As part of tight security measures, security agents armed with sniper rifles took positions in the building’s windows and on its roof and remotely controlled stun grenades were placed in a park outside.

Vazgen Manukyan, a veteran politician whom the opposition named as a prospective caretaker prime minister, denounced the security measures as an attempt by Pashinyan to scare his opponents.

The country’s top investigative agency said Wednesday it has accused the 75-year-old Manukyan, who served as prime minister in 1990-91 when Armenia was still part of the Soviet Union and served as defence minister when it became independent, of making calls for the seizure of power and violent change of the constitutional order.

The prime minister’s order to dismiss the chief of the General Staff is subject to approval by Armenia’s largely ceremonial president, Armen Sarkissian, who has refused to endorse it. Some legal experts argued that the order would take effect automatically following Sarkissian’s failure to contest it in the nation’s high court, but others pointed to legal caveats that could allow the top military officer to stay on.

Manukyan, the opposition leader, warned that if Pashinyan manages to force the military chief out, the army would likely disobey the prime minister.

As part of manoeuvring to defuse the political crisis, Pashinyan offered to hold a snap parliamentary vote later this year but rejected the opposition’s demand to step down before the vote and let a caretaker successor take the helm.

Pashinyan has faced opposition demands to resign since Nov. 10 when a Russia-brokered peace deal ended six weeks of intense fighting in Nagorno-Karabakh. The agreement saw Azerbaijan reclaim control over large parts of Nagorno-Karabakh and surrounding areas that had been held by Armenian forces for more than a quarter-century.

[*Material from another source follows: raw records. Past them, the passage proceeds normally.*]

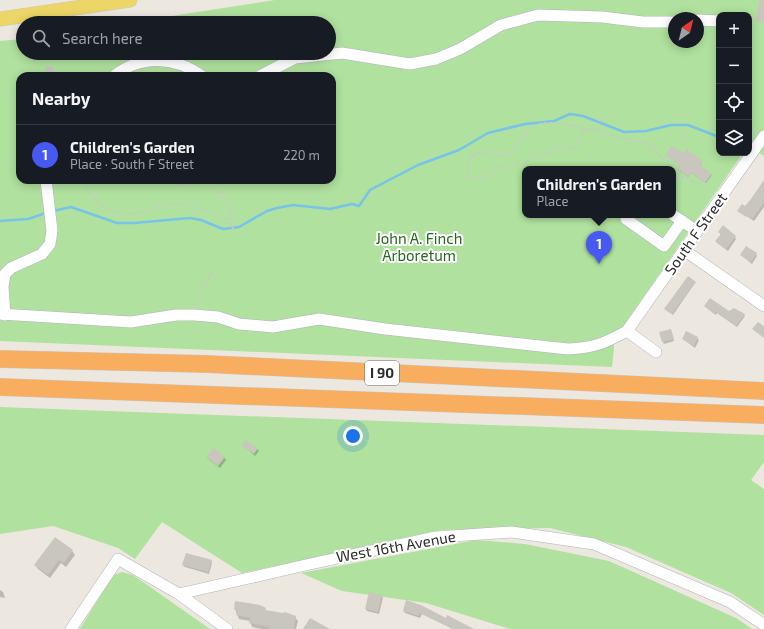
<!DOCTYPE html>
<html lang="en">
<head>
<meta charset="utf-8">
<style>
	body { margin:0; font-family:"Exo 2",sans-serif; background:#242831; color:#f1f3f6 }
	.controls { position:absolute; right:12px; top:12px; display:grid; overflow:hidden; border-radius:8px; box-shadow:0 2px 10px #0003 }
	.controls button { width:36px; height:36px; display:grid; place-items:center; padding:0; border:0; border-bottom:1px solid #363941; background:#171b24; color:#f1f3f6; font:20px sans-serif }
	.compass { position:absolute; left:668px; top:12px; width:36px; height:36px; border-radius:50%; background:#171b24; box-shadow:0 2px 10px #0003; rotate:35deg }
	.you { position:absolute; left:353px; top:436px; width:14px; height:14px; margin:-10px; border:3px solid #fff; border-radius:50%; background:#1a73e8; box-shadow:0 0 0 6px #1a73e833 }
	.badge { display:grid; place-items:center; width:26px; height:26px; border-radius:50%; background:#4659f3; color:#fff; font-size:13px; font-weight:700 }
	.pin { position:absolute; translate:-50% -33px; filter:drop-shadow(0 1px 2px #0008) }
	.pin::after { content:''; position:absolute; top:21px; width:14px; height:12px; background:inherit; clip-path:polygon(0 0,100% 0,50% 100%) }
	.popup { position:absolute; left:522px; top:166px; width:154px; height:52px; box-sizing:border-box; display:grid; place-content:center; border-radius:8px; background:#171b24; filter:drop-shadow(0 1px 3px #0005); font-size:13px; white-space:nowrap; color:#9ea1a6 }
	.popup b { font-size:15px; color:#f1f3f6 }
	.popup::after { content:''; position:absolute; left:50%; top:100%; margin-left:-8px; border:8px solid transparent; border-top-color:#171b24 }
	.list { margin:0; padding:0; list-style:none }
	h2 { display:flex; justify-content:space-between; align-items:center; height:52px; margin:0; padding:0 16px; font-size:17px }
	h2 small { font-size:13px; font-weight:400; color:#9ea1a6 }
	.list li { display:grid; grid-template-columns:26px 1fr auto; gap:12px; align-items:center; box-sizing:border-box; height:60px; padding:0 16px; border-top:1px solid #363941 }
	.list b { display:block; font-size:15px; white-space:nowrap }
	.list p { margin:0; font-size:13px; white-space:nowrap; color:#9ea1a6 }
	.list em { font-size:13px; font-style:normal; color:#9ea1a6 }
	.icon { flex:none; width:22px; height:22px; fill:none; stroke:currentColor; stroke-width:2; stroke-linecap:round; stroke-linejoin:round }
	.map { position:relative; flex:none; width:764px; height:629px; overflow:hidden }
	.search { position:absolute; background:#171b24; box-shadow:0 2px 10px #0003; left:16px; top:16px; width:320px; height:44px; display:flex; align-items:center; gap:10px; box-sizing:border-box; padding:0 14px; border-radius:22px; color:#9ea1a6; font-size:15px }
	.panel { position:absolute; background:#171b24; box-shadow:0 2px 10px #0003; left:16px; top:72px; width:320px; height:112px; border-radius:12px }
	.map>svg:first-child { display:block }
</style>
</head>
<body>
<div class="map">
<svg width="764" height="629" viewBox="0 0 764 629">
	<rect width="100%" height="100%" fill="#ede8df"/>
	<g fill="#b0e19e" fill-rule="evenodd">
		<path d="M275 0H764V156L749 146V15H719V153H743L615 338 612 367 0 341V41L23 39V53H329V23H126ZM674 18H698V42H674ZM20 76H332V180H20ZM525 169H673V215H525Z"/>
		<polygon points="0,407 764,435 764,462 751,480 764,489 764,615 731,593 626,547 550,528 442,530 242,573 162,522 135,559 118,548 53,526 0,534"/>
		<polygon points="476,540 525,544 609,561 736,618 752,629 510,629 426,603 342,591 301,573"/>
		<polygon points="122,572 133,575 210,629 80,629 113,575"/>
	</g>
	<g fill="#0003">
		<polygon points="684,154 702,162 700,166 712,175 706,183 691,173 688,177 678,170"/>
		<polygon points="764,186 764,207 754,221 739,211 745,207"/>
		<polygon points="719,232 735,237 736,239 728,251 716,242 721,235"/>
		<polygon points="756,254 757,256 752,264 741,255"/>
		<polygon points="695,283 673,315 666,310"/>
		<polygon points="705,306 744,315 745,316 737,327 717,313 716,315"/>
		<polygon points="671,330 674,341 664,344 663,342"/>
		<polygon points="697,338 699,340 695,348 683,339"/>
		<polygon points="243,445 257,449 259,451 255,456"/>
		<polygon points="224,457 226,460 220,468 207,458"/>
		<polygon points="72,551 75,555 66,567 61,563 50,578 38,569 36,566"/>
		<polygon points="211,561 212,563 209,574 185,567 183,565"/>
		<polygon points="0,590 3,592 5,598 0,597"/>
		<polygon points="381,596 383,598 379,614 367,611 366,609"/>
		<polygon points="407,601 446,619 472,629 453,629 422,614 420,618 405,613 404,611"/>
		<polygon points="235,609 265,609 267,612 295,617 298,621 296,629 262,629 252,627 250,621 239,619"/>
	</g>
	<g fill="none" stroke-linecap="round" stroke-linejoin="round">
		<g stroke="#77c3ea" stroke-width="2.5">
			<polyline points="53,211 71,207 117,223 134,223 190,218 201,220 223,229 239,227 267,211 277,208 293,205 330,209 352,204 359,206 370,190 418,165 459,150 488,133 525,124 554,121 570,114 583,116 624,132 646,131 671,125 688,125 719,137"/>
			<polyline points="0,221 28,219 46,213"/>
		</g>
	</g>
	<g fill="#c9c6bd">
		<polygon points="760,0 764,0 764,22 755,21"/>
		<polygon points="46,66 54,67 53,75 45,74"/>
		<polygon points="671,146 684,153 686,149 703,161 700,165 712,174 705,183 691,173 688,177 677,169 679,165 665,155"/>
		<polygon points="764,180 764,203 752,219 747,216 746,217 737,211 742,204 745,206 751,199"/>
		<polygon points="723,225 736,236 726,249 715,241 721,234 718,232"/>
		<polygon points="746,246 757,253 751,262 740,255"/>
		<polygon points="688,276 696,282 672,314 664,309"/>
		<polygon points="710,298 729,311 734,308 745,314 736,326 716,312 714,314 704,306"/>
		<polygon points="758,322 764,326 764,338 752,329"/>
		<polygon points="671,329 674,339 662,342 659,332"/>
		<polygon points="686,331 698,337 694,346 682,339"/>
		<polygon points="245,440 258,448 254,454 241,445"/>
		<polygon points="213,448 225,457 218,466 206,457"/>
		<polygon points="55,537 73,550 64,563 59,560 48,575 34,565"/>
		<polygon points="186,553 212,560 208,572 182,565"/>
		<polygon points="369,592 382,595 378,612 365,609"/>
		<polygon points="406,600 421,605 446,618 447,615 474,629 453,629 420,613 419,616 403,611"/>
		<polygon points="235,601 260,605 266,608 265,610 283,613 285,612 296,616 294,629 269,629 270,627 249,623 250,618 236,615 237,610 234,609"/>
		<polygon points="310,618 330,629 303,629"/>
	</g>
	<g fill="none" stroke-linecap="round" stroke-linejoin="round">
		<defs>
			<g id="minor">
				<polyline points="698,20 719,21"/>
				<path d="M114 76C141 55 174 56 202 76"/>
				<polyline points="260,76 295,58 342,53 410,64 436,59 460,49 501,25 538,15 602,17 643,22 674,22"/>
				<polyline points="629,215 626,219 664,246 682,221"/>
				<polyline points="673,215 697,231"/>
				<polyline points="684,250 764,306"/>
				<path d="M0 314 131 322 176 315H194L218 317 239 324 273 327 319 319 385 329 568 349C594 348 605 343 627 331L764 136"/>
				<polyline points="5,315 3,287 5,274 11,268 42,254 50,244 52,231 46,180"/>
				<polyline points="627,331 656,352"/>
				<polyline points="179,594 310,564 436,537 512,532 594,544 730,602 764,625"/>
				<polyline points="71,629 118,559 179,594 227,629"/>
			</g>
			<polyline id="major" points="0,19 130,0"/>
			<g id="highway">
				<polyline points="0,359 207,364 764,391"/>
				<polyline points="0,387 764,415"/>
			</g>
		</defs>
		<use href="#minor" stroke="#b2b4bf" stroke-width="12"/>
		<use href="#major" stroke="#c8c8c8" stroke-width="15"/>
		<use href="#highway" stroke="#c8c8c8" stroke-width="18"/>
		<g stroke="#c8c8c8" stroke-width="1.5" stroke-dasharray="3 2" stroke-linecap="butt">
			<path d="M586 129C572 125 545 118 532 127 528 130 525 135 521 139 517 144 513 152 507 154 490 161 469 138 468 172L472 178H482L498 168 529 161 562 146 574 148 577 146 581 132 586 129 650 144 662 158 666 159 672 169"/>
			<polyline points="598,131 599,117"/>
			<polyline points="681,141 688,132"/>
			<path d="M673 170C684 180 695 180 707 188"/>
			<path d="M82 180C92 204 116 219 142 212 151 210 160 205 169 204 185 202 213 213 228 219"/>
			<polyline points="103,180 116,184 137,180"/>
			<polyline points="162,180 182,185 206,182 215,188 223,197 230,208 230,224 235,231"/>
			<polyline points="673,186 680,176"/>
			<polyline points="195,306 201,290 213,273"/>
		</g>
		<use href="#minor" stroke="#fff" stroke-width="11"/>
		<use href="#major" stroke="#ebd666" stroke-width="14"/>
		<use href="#highway" stroke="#f8ad5f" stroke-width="17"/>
	</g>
	<g text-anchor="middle" stroke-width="4" stroke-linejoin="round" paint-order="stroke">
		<rect fill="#fff" stroke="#6b6b6b" stroke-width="1" x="365" y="361" width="34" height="24" rx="3"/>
		<g font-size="14" font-weight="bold" fill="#2c2c2c">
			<text x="382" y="378">I 90</text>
		</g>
		<g font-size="15" fill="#2c2c2c" stroke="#fff">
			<text transform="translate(696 234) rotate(-55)" y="5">South F Street</text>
			<text transform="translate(396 547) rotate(-10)" y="5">West 16th Avenue</text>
		</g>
		<g font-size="15" fill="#27671e" stroke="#fff">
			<text x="419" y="244">John A. Finch<tspan x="419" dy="17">Arboretum</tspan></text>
		</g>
	</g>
</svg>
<div class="controls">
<button>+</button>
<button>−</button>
<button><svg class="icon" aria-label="locate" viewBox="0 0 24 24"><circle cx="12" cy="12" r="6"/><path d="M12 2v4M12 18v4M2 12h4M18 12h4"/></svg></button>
<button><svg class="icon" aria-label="layers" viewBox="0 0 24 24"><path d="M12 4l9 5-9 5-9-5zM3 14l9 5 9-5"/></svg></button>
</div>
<svg class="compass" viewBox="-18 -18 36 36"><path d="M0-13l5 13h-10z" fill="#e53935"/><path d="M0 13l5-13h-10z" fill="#9ea1a6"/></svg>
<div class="you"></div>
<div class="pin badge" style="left:599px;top:264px">1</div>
<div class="popup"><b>Children's Garden</b>Place</div>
<div class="search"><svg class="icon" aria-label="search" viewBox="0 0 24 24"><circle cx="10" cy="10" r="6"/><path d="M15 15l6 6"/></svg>Search here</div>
<section class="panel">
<h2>Nearby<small></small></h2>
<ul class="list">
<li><span class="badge">1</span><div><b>Children's Garden</b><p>Place · South F Street</p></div><em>220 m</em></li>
</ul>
</section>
</div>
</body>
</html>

Pashinyan, a 45-year-old former journalist who came to power after leading large street protests in 2018 that ousted his predecessor, still enjoys wide support despite the defeat in the fighting that lasted 44 days and killed more than 6,000.

He has argued that the peace deal was the only way to prevent Azerbaijan from overrunning the entire Nagorno-Karabakh region, which lies within Azerbaijan but was under the control of ethnic Armenian forces backed by Armenia since a separatist war there ended in 1994.

Russia has deployed about 2,000 peacekeepers to monitor the peace deal.